Velocity field and operator in (non relativistic) quantum mechanics

Starting from the formal expressions of the hydrodynamical (or ``local'') quantities employed in the applications of Clifford Algebras to quantum mechanics, we introduce --in terms of the ordinary tensorial framework-- a new definition for the field of a generic quantity. By translating from Clifford into tensor algebra, we also propose a new (non-relativistic) velocity operator for a spin 1/2 particle. This operator is the sum of the ordinary part p/m describing the mean motion (the motion of the center-of-mass), and of a second part associated with the so-called zitterbewegung, which is the spin ``internal'' motion observed in the center-of-mass frame. This spin component of the velocity operator is non-zero not only in the Pauli theoretical framework, i.e. in presence of external magnetic fields and spin precession, but also in the Schroedinger case, when the wave-function is a spin eigenstate.
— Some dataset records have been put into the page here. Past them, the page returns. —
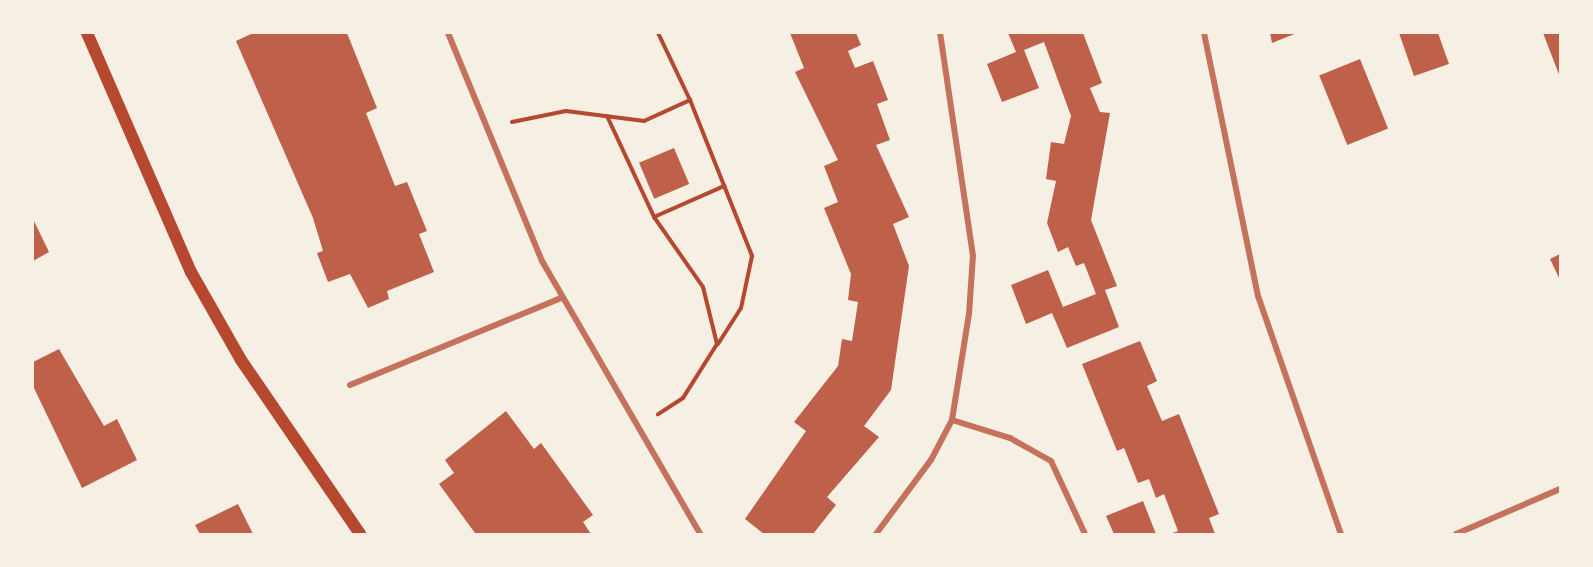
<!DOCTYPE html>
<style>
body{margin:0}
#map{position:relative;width:1593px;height:567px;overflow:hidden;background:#f6efe4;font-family:Raleway,sans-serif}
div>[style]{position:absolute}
.building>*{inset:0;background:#bf614a;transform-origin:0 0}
.path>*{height:4px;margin:-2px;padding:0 2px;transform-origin:2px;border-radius:2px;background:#b5482f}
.minor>*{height:6px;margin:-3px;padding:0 3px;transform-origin:3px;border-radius:3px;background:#c5725c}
.secondary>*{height:12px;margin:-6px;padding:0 6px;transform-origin:6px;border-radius:6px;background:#b5482f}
span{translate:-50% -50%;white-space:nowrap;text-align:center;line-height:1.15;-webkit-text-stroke:6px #f6efe4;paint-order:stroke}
.frame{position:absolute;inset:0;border:34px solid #f6efe4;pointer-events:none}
</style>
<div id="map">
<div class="building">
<i style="clip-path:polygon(253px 33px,347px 33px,377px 108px,366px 113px,395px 186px,407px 182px,427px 231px,419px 234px,434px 272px,387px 291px,389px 299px,368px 308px,350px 274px,328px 282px,317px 253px,323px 251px,313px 218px,236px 41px)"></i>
<i style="clip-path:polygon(790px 33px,856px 33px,861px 45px,848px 51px,855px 68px,873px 61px,888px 100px,877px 104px,890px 140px,876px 145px,909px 217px,893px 224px,909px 266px,891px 390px,864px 426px,879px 437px,827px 497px,836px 505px,813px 534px,764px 534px,745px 519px,806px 431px,794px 422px,838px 366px,842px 339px,852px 341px,858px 302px,848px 300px,851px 274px,824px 208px,838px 202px,824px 166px,838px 160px,795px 72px,804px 68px)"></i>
<i style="clip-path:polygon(1008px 33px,1083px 33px,1102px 83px,1090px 88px,1100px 112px,1110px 113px,1091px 220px,1117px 286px,1105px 290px,1119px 327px,1067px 348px,1052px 313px,1026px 324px,1011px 285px,1048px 270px,1063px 307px,1096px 294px,1084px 263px,1076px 266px,1068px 247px,1058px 252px,1047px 223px,1056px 181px,1046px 179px,1051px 142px,1064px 144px,1071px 116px,1044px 42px,1024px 50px,1039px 88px,1002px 102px,987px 64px,1016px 52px)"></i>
<i style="clip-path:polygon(1270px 33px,1297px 33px,1272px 43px)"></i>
<i style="clip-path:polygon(1399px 33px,1438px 33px,1449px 64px,1414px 76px)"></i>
<i style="clip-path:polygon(1543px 33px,1560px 33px,1560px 77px)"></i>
<i style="left:1360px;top:59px;width:75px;height:44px;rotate:68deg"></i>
<i style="left:674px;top:148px;width:39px;height:38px;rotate:67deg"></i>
<i style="clip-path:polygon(33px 219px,49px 252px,33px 261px)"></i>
<i style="clip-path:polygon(1560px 254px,1560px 280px,1550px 259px)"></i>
<i style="clip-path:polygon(1140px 341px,1157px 381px,1147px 386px,1162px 421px,1179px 414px,1219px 514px,1209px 518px,1215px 534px,1170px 534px,1178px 531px,1164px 494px,1156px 498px,1149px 479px,1138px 483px,1124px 448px,1117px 451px,1082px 364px)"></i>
<i style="clip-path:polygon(59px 349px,104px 426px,117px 419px,137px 460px,82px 488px,33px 386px,33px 362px)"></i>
<i style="clip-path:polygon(506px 411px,534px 449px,541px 443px,593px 515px,583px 522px,591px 534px,475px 533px,439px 484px,454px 473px,445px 460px)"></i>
<i style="clip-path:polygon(1143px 501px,1156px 534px,1114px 534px,1106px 516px)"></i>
<i style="clip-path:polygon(238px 504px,253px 534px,200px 534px,195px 525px)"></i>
</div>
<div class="path">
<i style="left:690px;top:100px;width:168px;rotate:68.3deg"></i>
<i style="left:752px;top:256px;width:53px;rotate:101.9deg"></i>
<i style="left:741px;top:308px;width:43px;rotate:122.6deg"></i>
<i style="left:607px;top:116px;width:111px;rotate:65deg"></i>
<i style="left:654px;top:217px;width:85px;rotate:55deg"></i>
<i style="left:703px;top:287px;width:59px;rotate:76.2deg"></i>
<i style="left:717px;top:344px;width:64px;rotate:122.2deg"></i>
<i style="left:683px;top:398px;width:30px;rotate:147deg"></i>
<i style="left:512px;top:122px;width:55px;rotate:-11.5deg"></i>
<i style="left:566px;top:111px;width:79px;rotate:7.3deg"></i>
<i style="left:644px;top:121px;width:51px;rotate:-24.5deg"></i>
<i style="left:690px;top:100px;width:74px;rotate:-115.5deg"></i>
<i style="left:654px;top:217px;width:77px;rotate:-23.9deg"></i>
</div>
<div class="minor">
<i style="left:448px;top:33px;width:247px;rotate:67.6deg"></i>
<i style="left:542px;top:261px;width:315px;rotate:59.9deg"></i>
<i style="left:1204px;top:33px;width:268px;rotate:78.4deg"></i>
<i style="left:1258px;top:296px;width:252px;rotate:70.8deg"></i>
<i style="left:350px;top:385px;width:230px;rotate:-22.4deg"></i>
<i style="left:952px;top:420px;width:61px;rotate:17.2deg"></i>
<i style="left:1010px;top:438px;width:47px;rotate:29.3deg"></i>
<i style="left:1051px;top:461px;width:81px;rotate:65deg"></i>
<i style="left:876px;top:534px;width:92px;rotate:-53.4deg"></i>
<i style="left:931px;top:460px;width:45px;rotate:-62.3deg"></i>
<i style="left:952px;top:420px;width:107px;rotate:-80.9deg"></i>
<i style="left:969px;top:314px;width:58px;rotate:-86.1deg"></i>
<i style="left:973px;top:256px;width:225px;rotate:-98.4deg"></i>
<i style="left:1456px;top:534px;width:113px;rotate:-23.4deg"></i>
</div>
<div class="secondary">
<i style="left:87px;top:33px;width:261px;rotate:66.5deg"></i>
<i style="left:191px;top:272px;width:101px;rotate:60.4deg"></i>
<i style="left:241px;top:360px;width:211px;rotate:55.6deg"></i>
</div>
<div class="frame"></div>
</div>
In the latter case, one gets a decomposition of the velocity field for the Madelung fluid into two distinct parts: which constitutes the non-relativistic analogue of the Gordon decomposition for the Dirac current. We find furthermore that the zitterbewegung motion involves a velocity field which is solenoidal, and that the local angular velocity is parallel to the spin vector. In presence of a non-constant spin vector (Pauli case) we have, besides the component normal to spin present even in the Schroedinger theory, also a component of the local velocity which is parallel to the rotor of the spin vector.